Nothing but an exact copy is wanted here: the line with "Build a gazetteer" and all the lines that follow it in the entries below.

══ Data to use ══

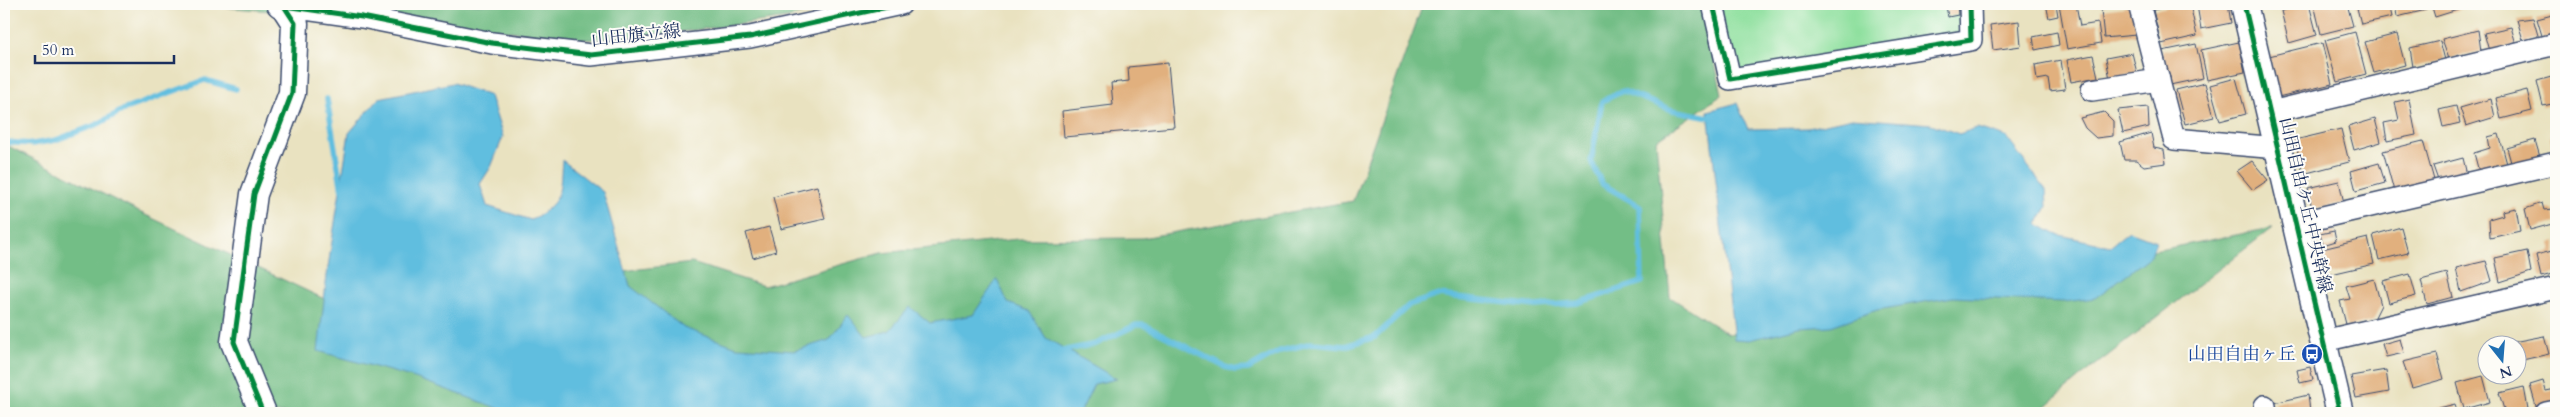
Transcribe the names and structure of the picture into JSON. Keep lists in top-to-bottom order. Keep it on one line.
{"streets":{"street":["山田旗立線","山田自由ケ丘中央幹線"]},"places":{"bus stop":["山田自由ヶ丘"]},"scale_bar":"50 m","north":"bottom"}
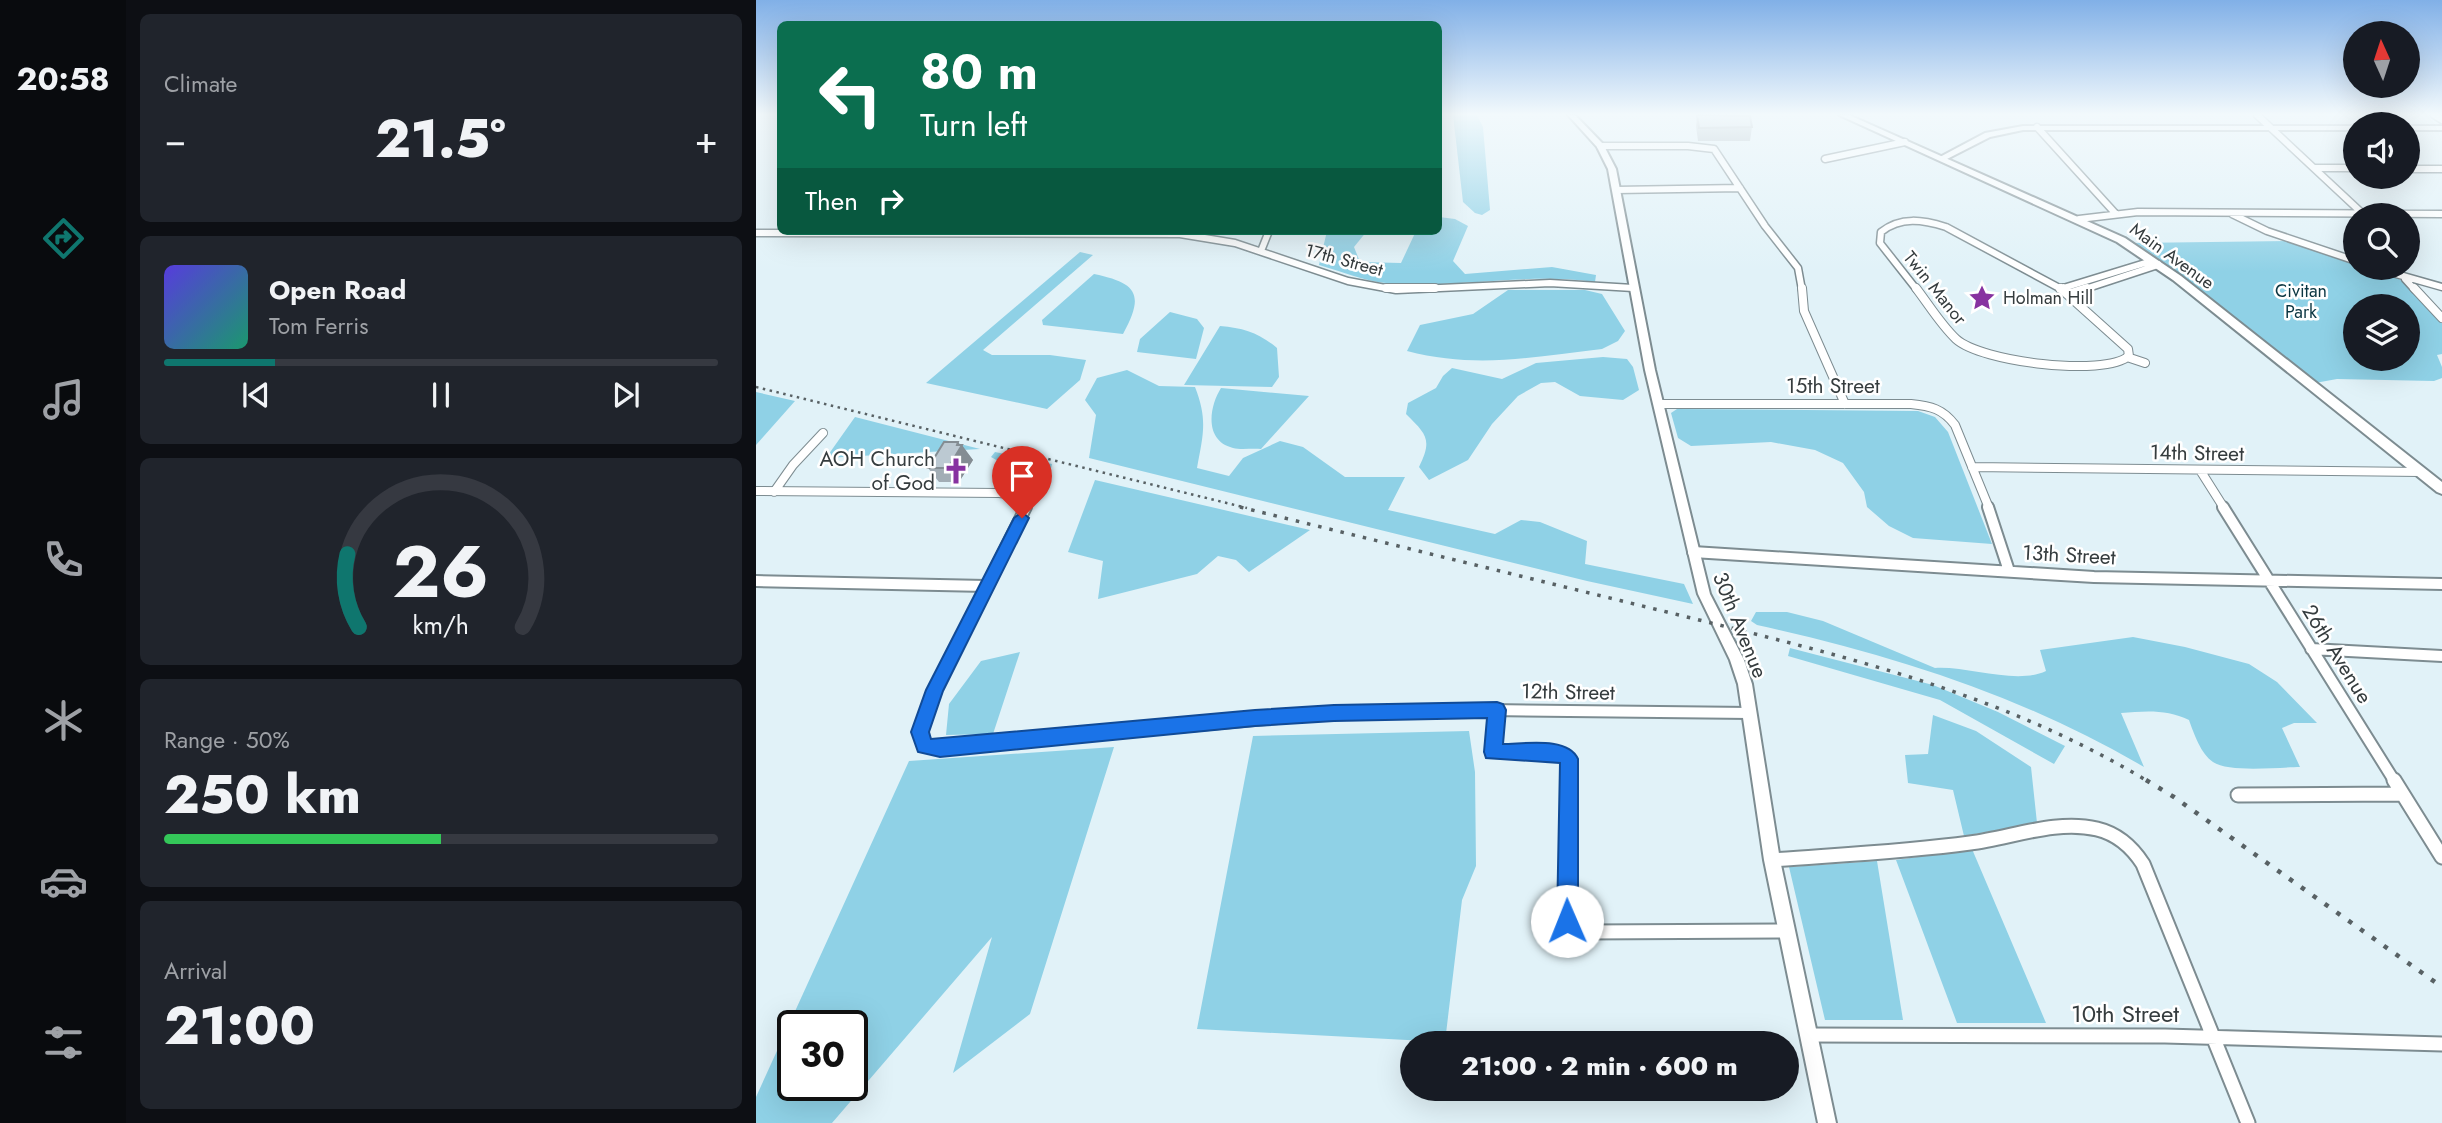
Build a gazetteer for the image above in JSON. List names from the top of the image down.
{
  "streets": {
    "main road": ["Main Avenue"],
    "street": [
      "17th Street",
      "Twin Manor",
      "15th Street",
      "14th Street",
      "13th Street",
      "30th Avenue",
      "26th Avenue",
      "12th Street",
      "10th Street"
    ]
  },
  "crossings": [
    ["Main Avenue", "14th Street"],
    ["17th Street", "30th Avenue"],
    ["15th Street", "14th Street"],
    ["15th Street", "13th Street"],
    ["15th Street", "30th Avenue"],
    ["14th Street", "26th Avenue"],
    ["13th Street", "30th Avenue"],
    ["13th Street", "26th Avenue"],
    ["30th Avenue", "12th Street"],
    ["30th Avenue", "10th Street"]
  ],
  "parks": ["Civitan Park"],
  "places": {
    "place": ["Holman Hill"],
    "church": ["AOH Church of God"]
  },
  "north": "top",
  "page": {
    "tabs": "20:58",
    "tile": [
      "Climate",
      ["Range · 50%", "250 km"],
      ["Arrival", "21:00"]
    ],
    "turn": ["80 m", "Turn left"],
    "heat": ["−", "21.5°", "+"],
    "then": "Then",
    "song": ["Open Road", "Tom Ferris"],
    "limit": "30",
    "trip": "21:00 · 2 min · 600 m",
    "gauge": ["26", "km/h"]
  }
}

═══

● **Written response**:
Build a gazetteer for the image above in JSON. List names from the top of the image down.
{
  "streets": {
    "main road": ["Main Avenue"],
    "street": [
      "17th Street",
      "Twin Manor",
      "15th Street",
      "14th Street",
      "13th Street",
      "30th Avenue",
      "26th Avenue",
      "12th Street",
      "10th Street"
    ]
  },
  "crossings": [
    ["Main Avenue", "14th Street"],
    ["17th Street", "30th Avenue"],
    ["15th Street", "14th Street"],
    ["15th Street", "13th Street"],
    ["15th Street", "30th Avenue"],
    ["14th Street", "26th Avenue"],
    ["13th Street", "30th Avenue"],
    ["13th Street", "26th Avenue"],
    ["30th Avenue", "12th Street"],
    ["30th Avenue", "10th Street"]
  ],
  "parks": ["Civitan Park"],
  "places": {
    "place": ["Holman Hill"],
    "church": ["AOH Church of God"]
  },
  "north": "top",
  "page": {
    "tabs": "20:58",
    "tile": [
      "Climate",
      ["Range · 50%", "250 km"],
      ["Arrival", "21:00"]
    ],
    "turn": ["80 m", "Turn left"],
    "heat": ["−", "21.5°", "+"],
    "then": "Then",
    "song": ["Open Road", "Tom Ferris"],
    "limit": "30",
    "trip": "21:00 · 2 min · 600 m",
    "gauge": ["26", "km/h"]
  }
}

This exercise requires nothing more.